So much has changed since then, heck, so much has changed since I was diagnosed in 2014...!

While you're waiting to see a urologist, may be time to catch up. Some start8ing points:

The NCCN Guidelines:

Early stage - https://www.nccn.org/patientresources/patient-resources/guidelines-for-patients/guidelines-for-patients-details?patientGuidelineId=49

Advanced Stage - https://www.nccn.org/patientresources/patient-resources/guidelines-for-patients/guidelines-for-patients-details?patientGuidelineId=50

The Prostate Cancer Foundation - https://www.pcf.org/guide/prostate-cancer-patient-guide/

Inform yourself on current FDA approved imaging, may be useful in your decision making process to locate any recurence.

There are four you may want to consider reading about, much has improved since the days of CT and MRI that I had in 2014.

C11 Choline
Aximun - https://www.petimagingflorida.com/pet-imaging-is-proud-to-offer-axumin-pet-scans/
PSMA 68 Gallium - https://www.pcf.org/blog/breaking-news-fda-approves-a-highly-sensitive-prostate-cancer-imaging-agent/
PSMA PET imaging agent 18F-DCFPyL - https://www.urologytimes.com/view/fda-approves-psma-pet-imaging-agent-18f-dcfpyl-for-prostate-cancer.
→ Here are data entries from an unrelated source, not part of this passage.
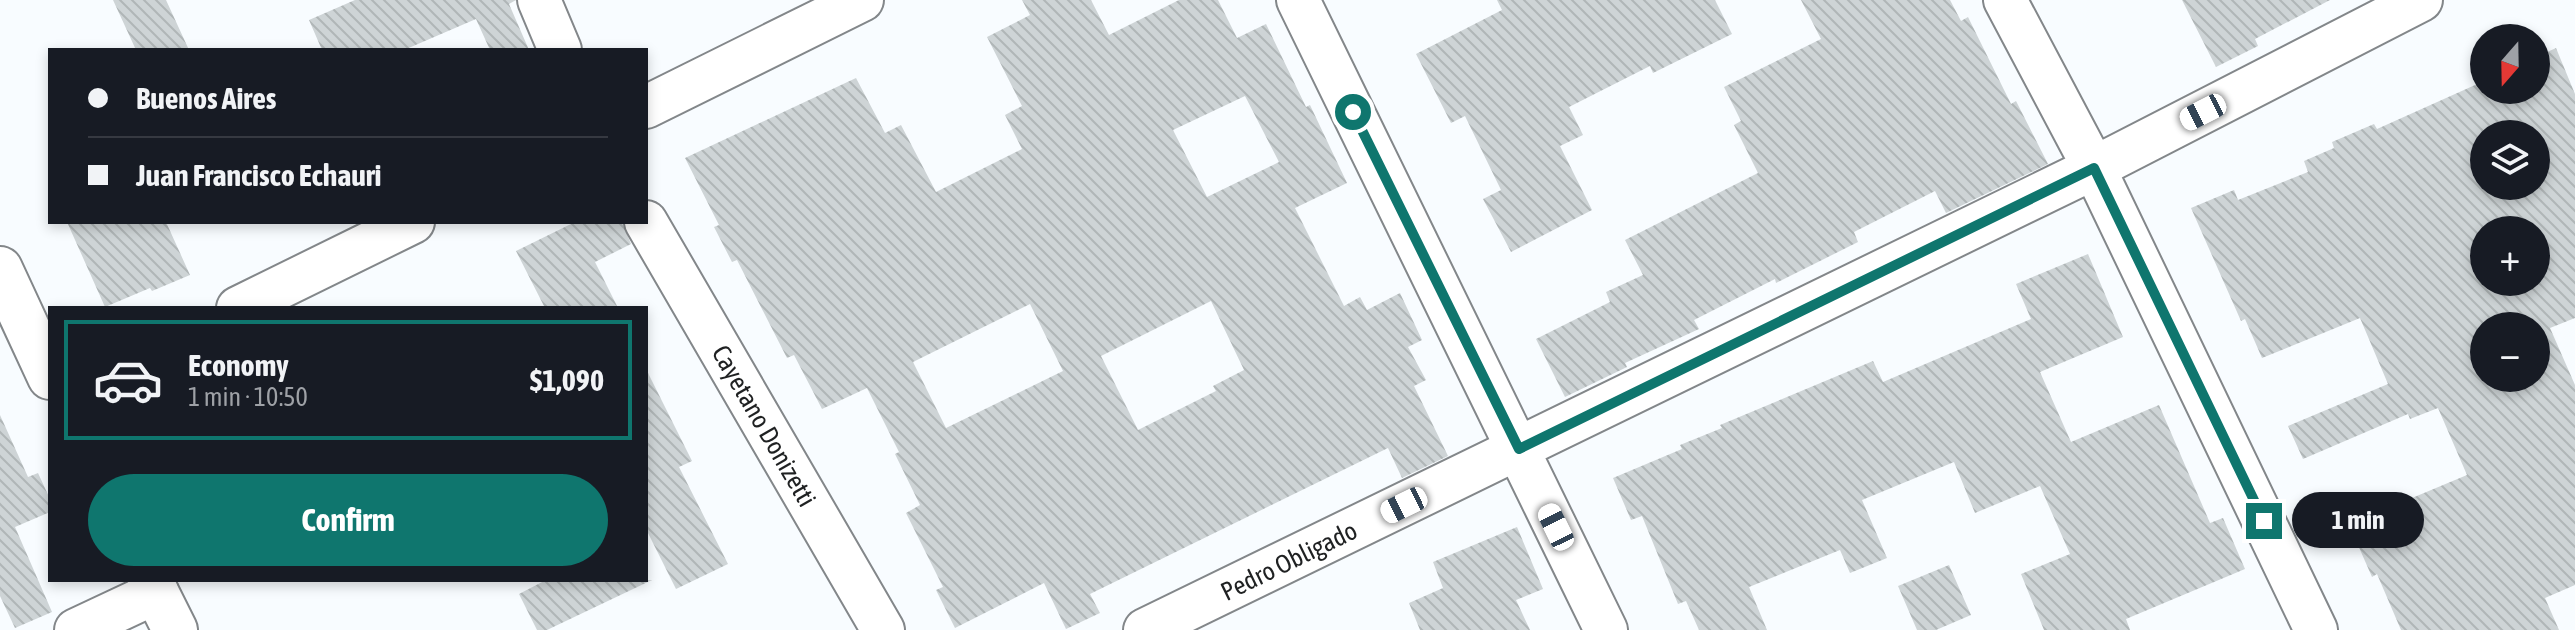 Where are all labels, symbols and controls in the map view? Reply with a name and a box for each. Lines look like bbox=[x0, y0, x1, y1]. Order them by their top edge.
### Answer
north arrow bbox=[2470, 24, 2550, 104]
map controls bbox=[2470, 24, 2550, 392]
text: Buenos Aires bbox=[136, 81, 276, 115]
car bbox=[2176, 90, 2230, 134]
route start bbox=[1335, 94, 1371, 130]
button: layers bbox=[2470, 120, 2550, 200]
text: Juan Francisco Echauri bbox=[136, 158, 381, 192]
button: + bbox=[2470, 216, 2550, 296]
button: − bbox=[2470, 312, 2550, 392]
street label: Cayetano Donizetti bbox=[706, 340, 822, 512]
icon: car bbox=[92, 344, 164, 416]
text: Economy bbox=[188, 348, 289, 382]
text: $1,090 bbox=[530, 363, 604, 397]
text: 1 min · 10:50 bbox=[188, 382, 308, 412]
button: Confirm bbox=[88, 474, 608, 566]
car bbox=[1377, 484, 1431, 526]
callout: 1 min bbox=[2292, 493, 2424, 549]
car bbox=[1535, 500, 1577, 554]
route end bbox=[2246, 503, 2282, 539]
text: 1 min bbox=[2331, 505, 2385, 535]
street label: Pedro Obligado bbox=[1216, 515, 1362, 607] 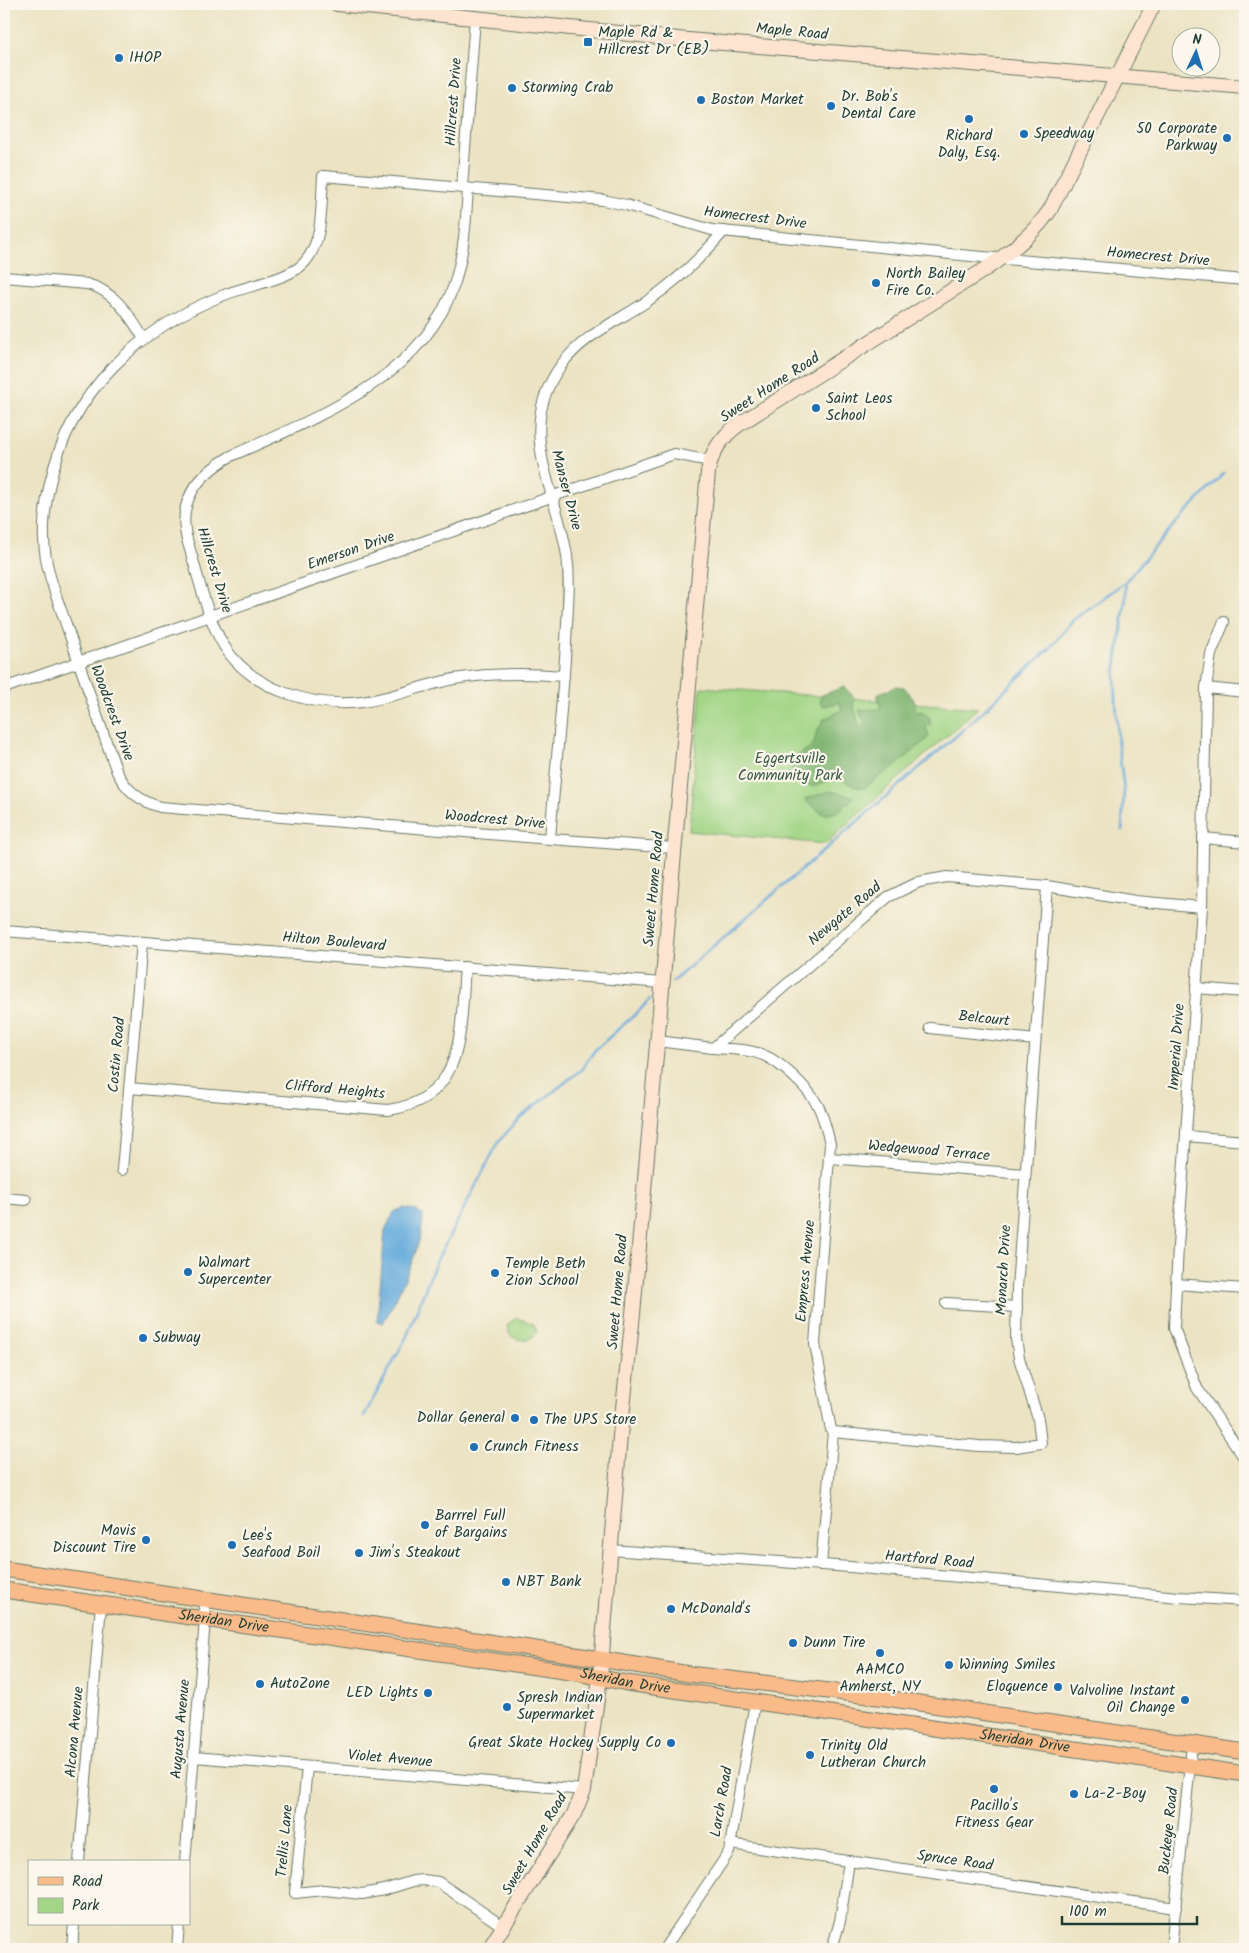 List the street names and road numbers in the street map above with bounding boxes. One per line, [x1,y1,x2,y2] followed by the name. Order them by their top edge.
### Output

The PSMA ones are generally more sensitive at lower PSA, with a PSA of .5 -1 you could image and perhaps locate any recurrence.

You'll want to gather more clinical data - more PSA tests to gauges doubling and velocity times.

Informed by clinical data through imaging and PSA tests, combined with age, health and life expectancy, you can then make an informed decision about whether to treat, when and with what.

The imaging may provide information on where the recurrence is - prostate bed, lymph nodes, bones, organs...
The PSA tests may provide information on PSAT and PSAV, indicating aggressiveness.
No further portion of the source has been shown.